Dow Jones: Scaling DevOps with a Federated Model
Dow Jones & Company is an American publishing and financial information firm best known for the publication of the Dow Jones Industrial Average and related market statistics.
Recent significant events had created institutional silos across the technology team and, as a result, multiple technical, organizational and geographical barriers spanning various regions and time zones.
The Dow Jones CTO had started a DevOps initiative that would see a centralization of common operations tasks, led by a newly created DevOps team. However, due to internal changes, this team had limited resources to meet newly created responsibilities, and became a bottleneck due to limitations it faced with staffing, prioritization, leadership and overall funding. Adding to this dynamic was a mandate to move 75% of data center resources to the cloud (Amazon Web Services), across all companies in the group. Given an absence of expertise, there was a risk that this migration would be a 'lift and shift', without any strategic overview or considerations.
As part of our rigorous DevOps Maturity Assessment, Contino consultants conducted a series of in-depth interviews and observations during a two-week period in multiple locations (New York, South Brunswick and Minneapolis) to establish practices and differentials between each team. For example, it captured anomalies between groups working on the Amazon Web Services (AWS) implementation: some were experiencing great success whilst others were struggling. Significant differences in the levels of agile and operational maturity were found. For example, some teams only used basic testing practices whilst others were advanced with agile development approaches.
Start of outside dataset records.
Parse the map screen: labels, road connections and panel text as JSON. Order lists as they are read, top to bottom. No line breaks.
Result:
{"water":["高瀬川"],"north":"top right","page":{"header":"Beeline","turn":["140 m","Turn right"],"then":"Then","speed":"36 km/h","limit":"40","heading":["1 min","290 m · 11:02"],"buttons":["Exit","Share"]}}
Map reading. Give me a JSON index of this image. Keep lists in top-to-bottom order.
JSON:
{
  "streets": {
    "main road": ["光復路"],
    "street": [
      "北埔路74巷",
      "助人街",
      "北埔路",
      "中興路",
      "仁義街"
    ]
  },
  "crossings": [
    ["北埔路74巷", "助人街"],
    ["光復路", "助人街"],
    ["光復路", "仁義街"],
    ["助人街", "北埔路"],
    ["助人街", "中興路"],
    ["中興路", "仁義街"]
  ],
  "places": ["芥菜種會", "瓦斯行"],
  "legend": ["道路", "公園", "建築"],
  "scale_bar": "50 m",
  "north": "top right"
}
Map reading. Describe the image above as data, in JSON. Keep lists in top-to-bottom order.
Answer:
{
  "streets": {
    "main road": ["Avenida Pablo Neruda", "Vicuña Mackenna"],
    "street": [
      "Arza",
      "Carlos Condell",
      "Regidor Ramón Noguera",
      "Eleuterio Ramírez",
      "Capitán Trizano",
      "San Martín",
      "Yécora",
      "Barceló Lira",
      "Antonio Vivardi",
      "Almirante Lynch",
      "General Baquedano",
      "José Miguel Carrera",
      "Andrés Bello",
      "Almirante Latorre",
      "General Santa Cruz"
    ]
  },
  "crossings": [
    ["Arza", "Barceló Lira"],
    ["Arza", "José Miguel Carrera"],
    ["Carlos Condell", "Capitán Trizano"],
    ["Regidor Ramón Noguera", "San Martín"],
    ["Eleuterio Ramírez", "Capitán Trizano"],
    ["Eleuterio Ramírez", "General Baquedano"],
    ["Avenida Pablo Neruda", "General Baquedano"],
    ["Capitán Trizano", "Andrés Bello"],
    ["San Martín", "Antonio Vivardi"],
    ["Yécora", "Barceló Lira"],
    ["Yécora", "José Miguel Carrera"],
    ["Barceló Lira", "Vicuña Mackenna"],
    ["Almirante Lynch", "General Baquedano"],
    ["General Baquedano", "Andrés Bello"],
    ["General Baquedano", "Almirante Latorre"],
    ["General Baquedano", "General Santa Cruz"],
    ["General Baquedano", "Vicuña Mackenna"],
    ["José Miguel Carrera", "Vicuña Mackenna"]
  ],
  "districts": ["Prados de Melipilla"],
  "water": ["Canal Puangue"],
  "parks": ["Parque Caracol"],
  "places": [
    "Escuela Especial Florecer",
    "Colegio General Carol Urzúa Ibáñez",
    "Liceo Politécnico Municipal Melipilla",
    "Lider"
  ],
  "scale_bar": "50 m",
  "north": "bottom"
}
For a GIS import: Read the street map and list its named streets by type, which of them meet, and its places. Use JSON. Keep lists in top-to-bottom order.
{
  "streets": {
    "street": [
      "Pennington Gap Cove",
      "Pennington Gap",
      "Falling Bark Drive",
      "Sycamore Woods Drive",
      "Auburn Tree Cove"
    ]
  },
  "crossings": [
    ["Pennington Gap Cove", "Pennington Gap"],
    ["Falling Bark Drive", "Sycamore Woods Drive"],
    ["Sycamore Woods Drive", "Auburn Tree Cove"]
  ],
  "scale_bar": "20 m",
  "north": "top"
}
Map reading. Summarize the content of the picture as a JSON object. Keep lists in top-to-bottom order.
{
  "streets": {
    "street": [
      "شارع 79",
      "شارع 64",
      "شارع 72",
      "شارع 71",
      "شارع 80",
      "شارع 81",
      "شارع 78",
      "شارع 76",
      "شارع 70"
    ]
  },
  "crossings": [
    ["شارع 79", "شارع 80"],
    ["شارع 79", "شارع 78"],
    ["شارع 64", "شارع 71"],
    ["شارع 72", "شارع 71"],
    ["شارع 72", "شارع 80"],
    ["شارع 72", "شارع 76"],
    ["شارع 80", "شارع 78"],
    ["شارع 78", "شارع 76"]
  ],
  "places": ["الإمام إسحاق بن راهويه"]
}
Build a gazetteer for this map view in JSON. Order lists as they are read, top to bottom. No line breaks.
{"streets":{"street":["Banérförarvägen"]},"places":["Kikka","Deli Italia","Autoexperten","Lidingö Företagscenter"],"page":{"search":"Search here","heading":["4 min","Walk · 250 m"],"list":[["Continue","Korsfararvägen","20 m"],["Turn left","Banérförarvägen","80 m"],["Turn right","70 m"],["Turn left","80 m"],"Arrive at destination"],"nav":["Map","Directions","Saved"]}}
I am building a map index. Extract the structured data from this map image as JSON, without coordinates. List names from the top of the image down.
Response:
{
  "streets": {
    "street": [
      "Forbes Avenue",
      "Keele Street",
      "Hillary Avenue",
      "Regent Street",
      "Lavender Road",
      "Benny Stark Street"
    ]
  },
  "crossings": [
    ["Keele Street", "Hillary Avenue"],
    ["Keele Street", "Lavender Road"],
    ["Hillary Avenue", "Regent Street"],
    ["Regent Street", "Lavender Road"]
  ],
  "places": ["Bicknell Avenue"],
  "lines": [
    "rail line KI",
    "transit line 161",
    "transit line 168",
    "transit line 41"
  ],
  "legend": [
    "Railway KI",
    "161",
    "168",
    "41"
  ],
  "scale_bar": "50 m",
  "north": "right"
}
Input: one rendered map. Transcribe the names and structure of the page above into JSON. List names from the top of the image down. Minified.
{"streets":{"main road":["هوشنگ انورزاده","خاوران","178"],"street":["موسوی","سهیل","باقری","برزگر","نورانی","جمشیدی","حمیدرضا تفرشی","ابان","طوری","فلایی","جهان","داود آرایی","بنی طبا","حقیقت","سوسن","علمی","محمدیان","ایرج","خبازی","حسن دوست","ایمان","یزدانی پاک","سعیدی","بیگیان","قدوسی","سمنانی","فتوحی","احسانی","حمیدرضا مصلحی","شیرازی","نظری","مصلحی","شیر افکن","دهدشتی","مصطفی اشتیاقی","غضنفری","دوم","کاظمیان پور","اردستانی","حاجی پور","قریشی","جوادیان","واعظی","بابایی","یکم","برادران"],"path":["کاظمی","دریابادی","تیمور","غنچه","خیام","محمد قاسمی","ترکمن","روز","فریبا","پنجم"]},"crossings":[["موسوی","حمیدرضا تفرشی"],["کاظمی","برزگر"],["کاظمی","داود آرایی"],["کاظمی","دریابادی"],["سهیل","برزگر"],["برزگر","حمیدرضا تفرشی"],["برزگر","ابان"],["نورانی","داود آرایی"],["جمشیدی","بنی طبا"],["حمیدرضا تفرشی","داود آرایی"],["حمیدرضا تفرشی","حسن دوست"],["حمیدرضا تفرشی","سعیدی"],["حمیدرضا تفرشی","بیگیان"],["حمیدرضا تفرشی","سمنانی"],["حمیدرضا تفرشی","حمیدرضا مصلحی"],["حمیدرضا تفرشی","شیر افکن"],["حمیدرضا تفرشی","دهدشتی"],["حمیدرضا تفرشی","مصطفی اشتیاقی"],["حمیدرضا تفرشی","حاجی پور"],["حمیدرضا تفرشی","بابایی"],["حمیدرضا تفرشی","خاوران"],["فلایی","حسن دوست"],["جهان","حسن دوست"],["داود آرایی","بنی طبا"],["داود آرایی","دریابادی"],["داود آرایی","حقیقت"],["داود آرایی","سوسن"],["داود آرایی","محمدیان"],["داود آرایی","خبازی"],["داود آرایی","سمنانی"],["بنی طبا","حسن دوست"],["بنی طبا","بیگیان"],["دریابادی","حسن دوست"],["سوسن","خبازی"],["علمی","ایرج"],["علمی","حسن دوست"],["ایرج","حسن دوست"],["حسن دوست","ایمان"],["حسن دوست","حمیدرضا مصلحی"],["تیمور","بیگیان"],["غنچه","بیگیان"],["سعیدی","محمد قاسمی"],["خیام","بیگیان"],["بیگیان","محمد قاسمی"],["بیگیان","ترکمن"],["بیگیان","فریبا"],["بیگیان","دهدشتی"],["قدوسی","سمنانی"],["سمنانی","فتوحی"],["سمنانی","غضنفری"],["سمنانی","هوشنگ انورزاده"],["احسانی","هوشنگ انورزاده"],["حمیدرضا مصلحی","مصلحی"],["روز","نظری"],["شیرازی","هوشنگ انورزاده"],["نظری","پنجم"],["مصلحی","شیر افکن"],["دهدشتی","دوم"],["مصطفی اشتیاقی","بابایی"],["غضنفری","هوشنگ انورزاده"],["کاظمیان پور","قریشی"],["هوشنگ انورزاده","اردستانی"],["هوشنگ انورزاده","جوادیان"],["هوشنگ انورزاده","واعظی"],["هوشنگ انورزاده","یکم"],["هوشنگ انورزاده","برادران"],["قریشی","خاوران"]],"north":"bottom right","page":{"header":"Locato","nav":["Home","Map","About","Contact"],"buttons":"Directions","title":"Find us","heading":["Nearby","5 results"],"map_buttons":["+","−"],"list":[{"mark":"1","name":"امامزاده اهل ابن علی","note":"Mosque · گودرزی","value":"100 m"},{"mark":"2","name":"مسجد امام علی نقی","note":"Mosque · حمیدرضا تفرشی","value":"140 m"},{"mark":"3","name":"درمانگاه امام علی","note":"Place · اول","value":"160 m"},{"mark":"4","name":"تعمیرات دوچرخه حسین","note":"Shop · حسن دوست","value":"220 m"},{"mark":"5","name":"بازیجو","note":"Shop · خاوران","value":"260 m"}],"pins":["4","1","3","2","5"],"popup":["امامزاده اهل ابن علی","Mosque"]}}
Specific barriers to progress that were identified included:
- Replatforming to AWS without adequate foundations, or architectural/ operational strategies in place
- Technology-only adoption of agile
- Institutional silos within the technology group
- Renaming operations to DevOps
One of the core Contino recommendations was that of transitioning the DevOps group to a federated DevOps model. The existing, highly-centralized DevOps team structure was seen as too 'command and control', was inflexible to meet ever-changing requirements, and was creating bottlenecks as a result.
Contino proposed the creation of a federated tooling and services team that would serve technology by championing, evangelizing and governing the shared and desired development and operational outcomes of each business unit. This would be achieved by creating Centres of Excellence across DevOps disciplines, leveraging open source tools and ways of working extensively, to create DevOps assets, and templates for reuse across technology. The concept of 'trust but verify' was put forward, in which development teams are given appropriate tooling and access to do their job, but their work is verified to ensure they are operating within established boundaries, with complete visibility and transparency built into each team’s work for risk mitigation.
Contino consultants were embedded in the new regional teams to upskill them and ensure a smooth transition to the federated model.
In parallel, the CTO asked Contino to determine if a Site Reliability Engineering (SRE) function would support the increasing demands placed on the company’s engineering community, who were firefighting multiple requests from different business units with no visibility of what was coming downstream to them.
Contino oversaw the introduction of a Tooling and Services Operating Model Framework that ensured policy, process and validation would be baked into the company’s toolset from the outset. As a result, anyone using the tools would be following policy. Meanwhile, SRE would give operations a more robust capability and ensure that releases were of the highest quality. Platforms would be continually pushed to their limits, with improved performance engineering.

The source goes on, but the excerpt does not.